Sunday, 20 April 2025, 8:12 am

    Office space demand recovery remains distant

    Real estate service provider Cushman and Wakefield Inc. said a return to pre-pandemic demand for office space in the Philippines and around the world remains distant as interest rates will likely remain elevated. 

    Claro Cordero, company director and head of research, said demand for more outsourcing activities will stimulate occupier demand, albeit at a slower pace, that should improve overall market vacancy rates in established central business districts.

    “The current confusion on the new legislation allowing remote work schemes must be clarified as this will further stall expansion decisions of IT-BPM companies. These future growth plans will stimulate office space absorption in the local market,” Cordero said. 

    According to him, “the demand for sustainable construction practices and property management is taking shape as large corporate occupiers simultaneously chart their long-term real estate strategies.
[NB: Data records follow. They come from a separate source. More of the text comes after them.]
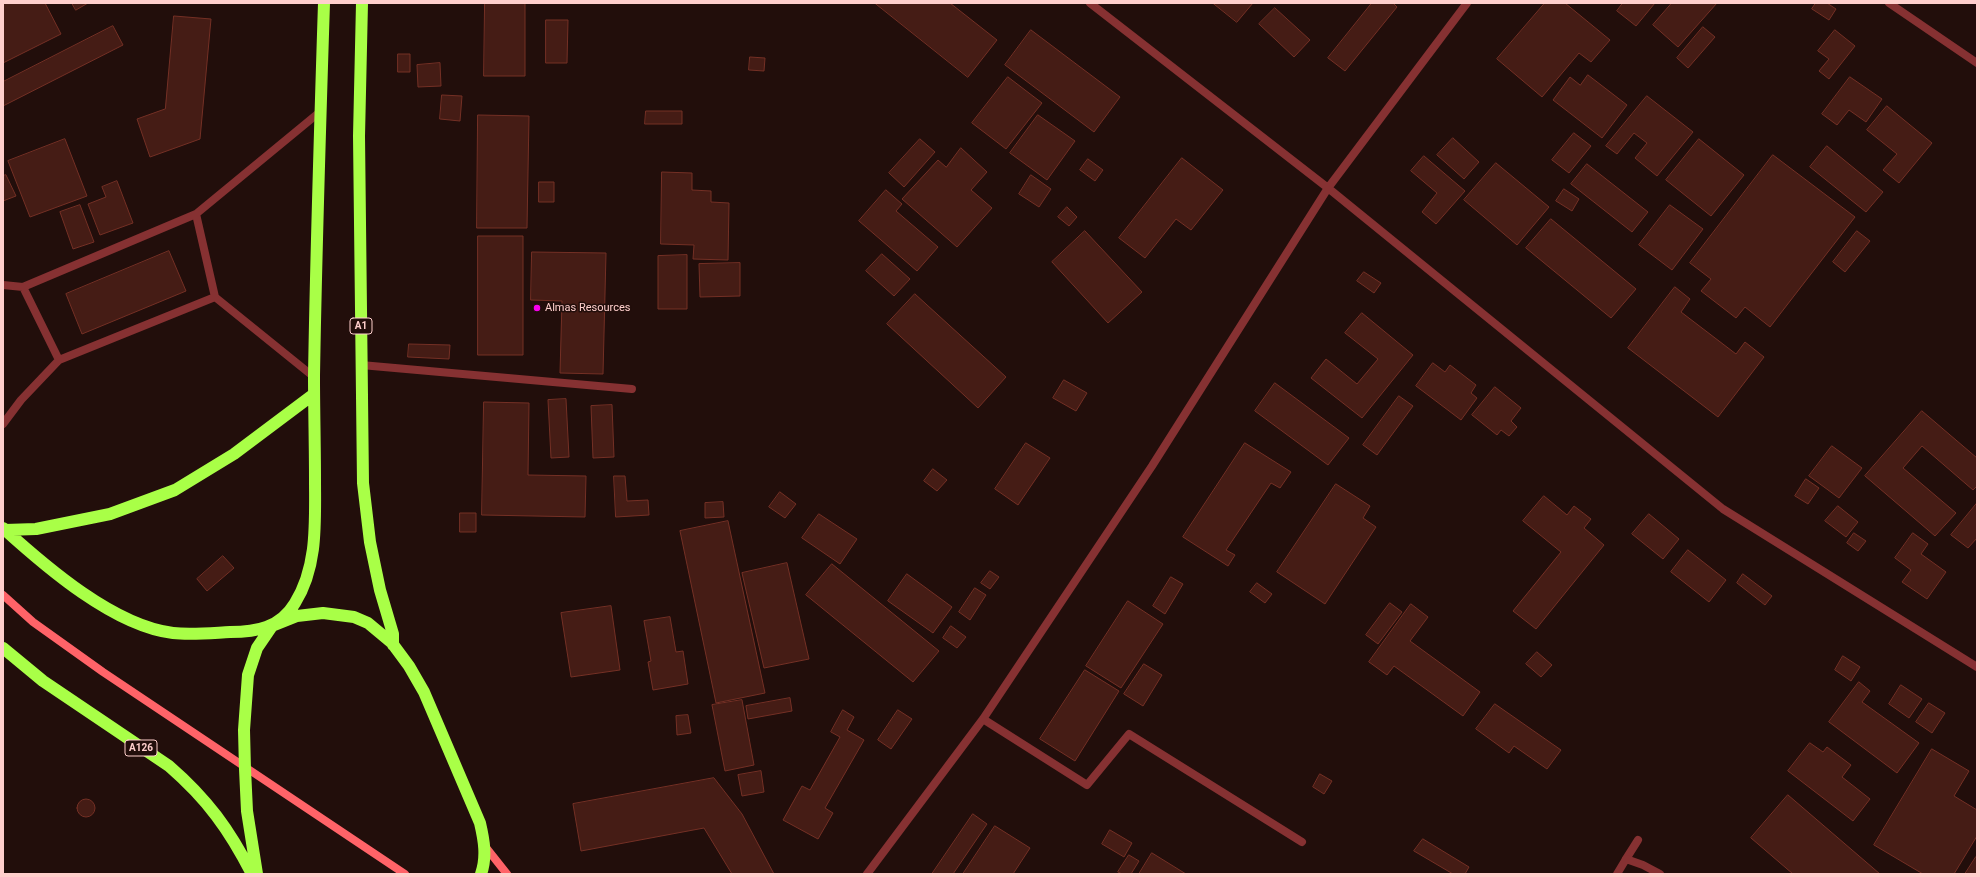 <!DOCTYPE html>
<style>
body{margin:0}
#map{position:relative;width:1980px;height:877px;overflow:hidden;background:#220e0b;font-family:Roboto,sans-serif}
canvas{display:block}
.frame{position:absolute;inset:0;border:4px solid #ffcfcc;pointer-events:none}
</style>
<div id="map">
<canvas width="1980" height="877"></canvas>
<div class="frame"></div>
</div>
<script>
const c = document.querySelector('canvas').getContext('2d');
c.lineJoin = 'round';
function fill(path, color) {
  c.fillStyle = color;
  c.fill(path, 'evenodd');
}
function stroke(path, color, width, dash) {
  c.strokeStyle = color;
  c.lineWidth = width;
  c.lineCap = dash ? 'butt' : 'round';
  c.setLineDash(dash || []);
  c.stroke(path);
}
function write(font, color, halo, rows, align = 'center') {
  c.font = font + ' Roboto,sans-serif';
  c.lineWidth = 3;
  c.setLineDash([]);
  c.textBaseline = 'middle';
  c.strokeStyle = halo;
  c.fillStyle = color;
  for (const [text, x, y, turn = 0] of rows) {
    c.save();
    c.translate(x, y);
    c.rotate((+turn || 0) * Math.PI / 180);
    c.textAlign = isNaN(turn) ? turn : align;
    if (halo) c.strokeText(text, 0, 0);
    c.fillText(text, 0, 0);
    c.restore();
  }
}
const building = new Path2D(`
 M3 3H45L61 34 3 63Z
 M72 3H88L76 10Z
 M485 3H525V76H484Z
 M875 3H950L997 40 968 77Z
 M1213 3H1253L1237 22Z
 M1372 3H1393L1397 7 1345 71 1328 58Z
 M1545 3H1565L1610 40 1591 62 1579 53 1542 97 1497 59Z
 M1623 3H1655L1636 26 1617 11Z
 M1672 3H1717L1678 47 1653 25Z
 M1816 3H1827L1836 9 1829 20 1812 9Z
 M1275 8 1310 40 1294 57 1259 24Z
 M174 16 211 19 200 139 150 157 137 119 165 109Z
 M546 20H568L567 63H546Z
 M113 26 123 45 3 106V82Z
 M1703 27 1715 37 1688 68 1677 58Z
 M1031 30 1120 97 1094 132 1005 65Z
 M1835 30 1855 46 1829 79 1819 71 1829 59 1818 51Z
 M398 54H410V72H398Z
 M750 57 765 58 764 71 749 70Z
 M440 63 441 86 418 87 417 65Z
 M1588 75 1627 105 1602 138 1553 100 1570 77 1580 85Z
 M1008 77 1042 103 1006 149 972 123Z
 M1850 77 1882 99 1866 122 1849 110 1837 125 1822 114Z
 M442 95 462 96 460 121 440 119Z
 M1647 96 1693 132 1657 176 1635 158 1647 143 1634 133 1617 154 1606 146Z
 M1887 106 1932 143 1899 183 1883 170 1897 154 1867 130Z
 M646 111H682V124H645Z
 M478 115 529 116 527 228H477Z
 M1038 115 1075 141 1047 180 1010 153Z
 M1574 133 1591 146 1569 173 1552 160Z
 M1453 138 1479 162 1464 179 1437 155Z
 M65 139 87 196 30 217 8 161Z
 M920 139 935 152 904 187 889 173Z
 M1699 139 1744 175 1711 216 1666 180Z
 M1827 146 1883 192 1866 212 1810 167Z
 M961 148 987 172 971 190 992 208 957 247 902 199 938 160 946 167Z
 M1773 155 1855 217 1770 327 1745 307 1736 318 1701 291 1711 279 1690 263Z
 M1424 156 1465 191 1436 224 1422 212 1437 193 1411 171Z
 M1182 158 1223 190 1191 230 1176 219 1145 258 1119 238Z
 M1088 159 1103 170 1095 181 1080 170Z
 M1496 163 1549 207 1517 245 1464 200Z
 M1587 164 1648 212 1632 232 1571 184Z
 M662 172 692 173V190L711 191V202L729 203 728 260 693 259 694 245 661 244Z
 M6 175 16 196 3 201V176Z
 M1031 175 1051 189 1039 207 1019 194Z
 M117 181 133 223 100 235 88 204 106 197 102 187Z
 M539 182H554V202H539Z
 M1564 189 1579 199 1572 211 1556 201Z
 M886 190 902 204 896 211 938 247 917 271 859 221Z
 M80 205 94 242 73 249 60 212Z
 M1670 205 1703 229 1672 270 1639 245Z
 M1067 207 1077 217 1069 226 1058 217Z
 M1551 219 1636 289 1611 318 1526 248Z
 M1085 231 1142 292 1108 323 1052 262Z
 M1857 231 1870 241 1845 272 1833 262Z
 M478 236H523V355H478Z
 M169 251 186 291 82 334 66 294Z
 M532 252 606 253 603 374 560 373 562 301 531 300Z
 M882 254 910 279 894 296 866 271Z
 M687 255V309H658V256Z
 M740 263V296L700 297 699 264Z
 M1364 272 1381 283 1374 293 1357 281Z
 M1675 287 1690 299 1681 312 1736 354 1745 342 1764 357 1718 417 1628 348Z
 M915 294 1006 377 978 408 887 324Z
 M1362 313 1413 355 1362 418 1311 378 1326 359 1357 384 1378 359 1345 333Z
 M409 344 450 345 449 359 408 357Z
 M1433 363 1445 372 1450 365 1476 385 1471 393 1477 398 1461 420 1416 386Z
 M1064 380 1087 393 1076 411 1053 398Z
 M1275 383 1349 438 1328 465 1255 411Z
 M1495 387 1521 408 1511 421 1517 427 1509 436 1501 430 1497 435 1472 415Z
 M1399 396 1413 406 1377 455 1363 445Z
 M566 399 569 457 551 458 548 400Z
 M484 402 529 403 528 475 586 476 585 517 482 515Z
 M612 405 614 457 593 458 591 406Z
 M1922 411 1977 458V486L1973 490 1922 446 1903 468 1956 513 1935 536 1865 476Z
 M1026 443 1050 458 1018 505 995 489Z
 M1245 443 1291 472 1280 488 1271 483 1226 550 1235 555 1228 566 1183 537Z
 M1832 446 1862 468 1839 498 1809 476Z
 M933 469 947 480 937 491 924 481Z
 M614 476H625L627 501 648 500 649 515 616 517Z
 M1806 479 1819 488 1808 504 1795 496Z
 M1336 484 1370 506 1363 518 1376 527 1325 604 1277 572Z
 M780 492 796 504 785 518 769 507Z
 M1544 496 1567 515 1574 506 1591 519 1584 528 1604 545 1536 629 1513 611 1561 552 1523 521Z
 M723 502 724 517 705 518V503Z
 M1977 503V538L1968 548 1951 535Z
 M1838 506 1858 522 1846 537 1825 521Z
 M460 513H476V532H460Z
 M819 514 857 539 840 564 802 538Z
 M1649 514 1679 539 1663 559 1632 534Z
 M728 521 765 693 716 703 680 531Z
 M1854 533 1866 541 1858 551 1847 543Z
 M1913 533 1928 544 1921 554 1946 572 1927 599 1902 582 1911 570 1895 558Z
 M1688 550 1726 580 1709 602 1671 572Z
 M223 556 234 568 207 591 197 579Z
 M787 563 809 659 764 668 742 573Z
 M832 564 939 651 913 682 806 595Z
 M990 571 999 577 990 589 981 583Z
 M907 574 952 607 933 633 888 601Z
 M1743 574 1772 596 1765 605 1737 583Z
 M1171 577 1183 584 1165 614 1153 606Z
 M1257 583 1272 594 1265 603 1250 592Z
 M975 588 986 595 970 620 959 612Z
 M1128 601 1163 624 1121 688 1086 666Z
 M1390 603 1402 612 1378 644 1366 635Z
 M1411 604 1428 617 1410 641 1480 692 1463 716 1394 666 1387 675 1369 662Z
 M611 606 620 670 571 677 561 613Z
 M670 617 676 652 683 651 688 684 653 690 648 662 651 661 644 621Z
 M951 626 966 637 957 648 943 638Z
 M1537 652 1552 665 1541 677 1526 664Z
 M1843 656 1860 667 1851 681 1835 670Z
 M1144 664 1162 675 1143 706 1124 694Z
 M1085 670 1119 691 1075 761 1040 739Z
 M1859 682 1870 691 1862 702 1919 743 1897 773 1829 722Z
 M1901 685 1922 699 1909 718 1889 704Z
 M790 698 792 711 748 719 746 706Z
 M742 700 754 765 725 771 712 705Z
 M1929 703 1945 713 1932 733 1916 722Z
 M1495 704 1561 750 1547 769 1514 746 1509 753 1476 729Z
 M843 710 854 717 847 730 864 740 825 808 833 813 818 839 783 820 802 786 810 790 840 737 831 732Z
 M898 710 912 719 891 749 878 740Z
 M688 715 691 733 677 735 676 716Z
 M1810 743 1823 752 1827 747 1851 765 1842 777 1870 799 1853 821 1788 771Z
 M1932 749 1969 771 1954 796 1977 810V836L1954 874H1923L1874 845Z
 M761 771 764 792 742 796 738 775Z
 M1320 774 1332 781 1324 794 1313 787Z
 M714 778 742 814 774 874H732L704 828 581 851 573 804Z
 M1788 795 1880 874H1793L1751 838Z
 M77 808a9 9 0 1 1 18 0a9 9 0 1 1-18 0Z
 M973 814 987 824 953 874H932Z
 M995 826 1030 848 1013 874H963Z
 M1110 830 1132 843 1124 857 1102 844Z
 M1423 839 1469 867 1465 874H1453L1414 851Z
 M1152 853 1186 874H1139Z
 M1129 855 1139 861 1131 874H1122L1118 872Z
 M1976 857 1977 858V874H1965Z`);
fill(building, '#451c15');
stroke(building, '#743025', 1);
stroke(new Path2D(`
 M361 365 632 389
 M1626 859 1638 840`), '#863132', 8);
stroke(new Path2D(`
 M1090 3 1328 188 1723 509 1977 667
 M1889 3 1977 63
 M196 214 321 111
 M3 285 23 287
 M215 297 314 377
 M3 424 21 400 59 360 215 297 196 214 23 287 59 360
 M983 719 1087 785 1129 734 1302 842
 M867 874 983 719 1152 466 1328 188 1467 3
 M1617 874 1626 859 1643 865 1660 874`), '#863132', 8);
stroke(new Path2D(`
 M3 595 33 622 103 672 405 874
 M484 845 507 874`), '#ff6368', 8);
stroke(new Path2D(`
 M362 3 359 136 363 483 370 542 380 590 393 634V645
 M3 528C46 567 114 626 173 633 191 635 211 633 230 632 256 632 280 628 295 603 318 566 315 522 315 479 315 445 314 410 314 376 316 251 320 127 324 3
 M5 530 36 529 110 514 175 490 234 454 314 394
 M3 648 43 681 169 766C207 799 229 829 252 874
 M257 874 247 811 245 769 244 730 248 675 257 648 272 626 297 616 323 613 354 617 368 623 392 643 409 666 424 692 480 823C484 840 487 857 481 874`), '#a9ff47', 12);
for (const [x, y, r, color] of [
 [537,308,4,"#f700ec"]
]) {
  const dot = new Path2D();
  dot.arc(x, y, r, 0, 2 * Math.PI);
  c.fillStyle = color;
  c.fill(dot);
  stroke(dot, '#220e0b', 1.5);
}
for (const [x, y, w] of [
 [361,326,22],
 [141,748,32]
]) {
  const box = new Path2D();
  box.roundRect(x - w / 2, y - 8, w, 16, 3);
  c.fillStyle = '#220e0b';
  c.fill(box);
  stroke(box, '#ffcfcc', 1);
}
write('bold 10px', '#ffcfcc', null, [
 ["A1",361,326],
 ["A126",141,748]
]);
write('11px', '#ffcfcc', '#220e0b', [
 ["Almas Resources",545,308]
], 'left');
</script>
The demand for high-quality developments will further highlight the demand for highly-flexible building systems and sustainable property management practices as effective ways to ensure healthy occupier demand while future-proofing commercial real estate developments.” 

    The company said the office real estate market in Metro Manila remains in recovery phase.

    While the majority of landlords in Metro Manila are keeping their headline rent steady, some had posted slightly lower rents in the fourth quarter last year, bringing the average asking rent down by 1.8 percent to P1,023 a square meter a month from reported rent of P1,042 a square meter each month as a result of high vacancies prevailing in the market.

    “Overall vacancies of prime office spaces closed at 16.3 percent in the fourth quarter, a marginal decrease from the previous quarter’s rent of 16.8 percent. With the large volume of office space expected to be completed in the first half of 2024, as well as the proposed amendments to legislation that will allow for the IT-BPM sector to operate on a more flexible work-arrangement, vacancies are projected to increase,” the company said. 

    Cordero said large-scale investment transactions may also take time to fully-recover as price expectations remain elevated as the effects of high interest rates remain sticky.

    “Office vacancy in the Manila market will continue to breach historical high levels due to the balance of new completions in the short- to medium-term, as well as the continuous right-sizing initiatives of most global occupiers,” he said. 

    He said the outlook remains for office vacancy figures are to improve as delayed transactions in 2023 are projected to come up online this year.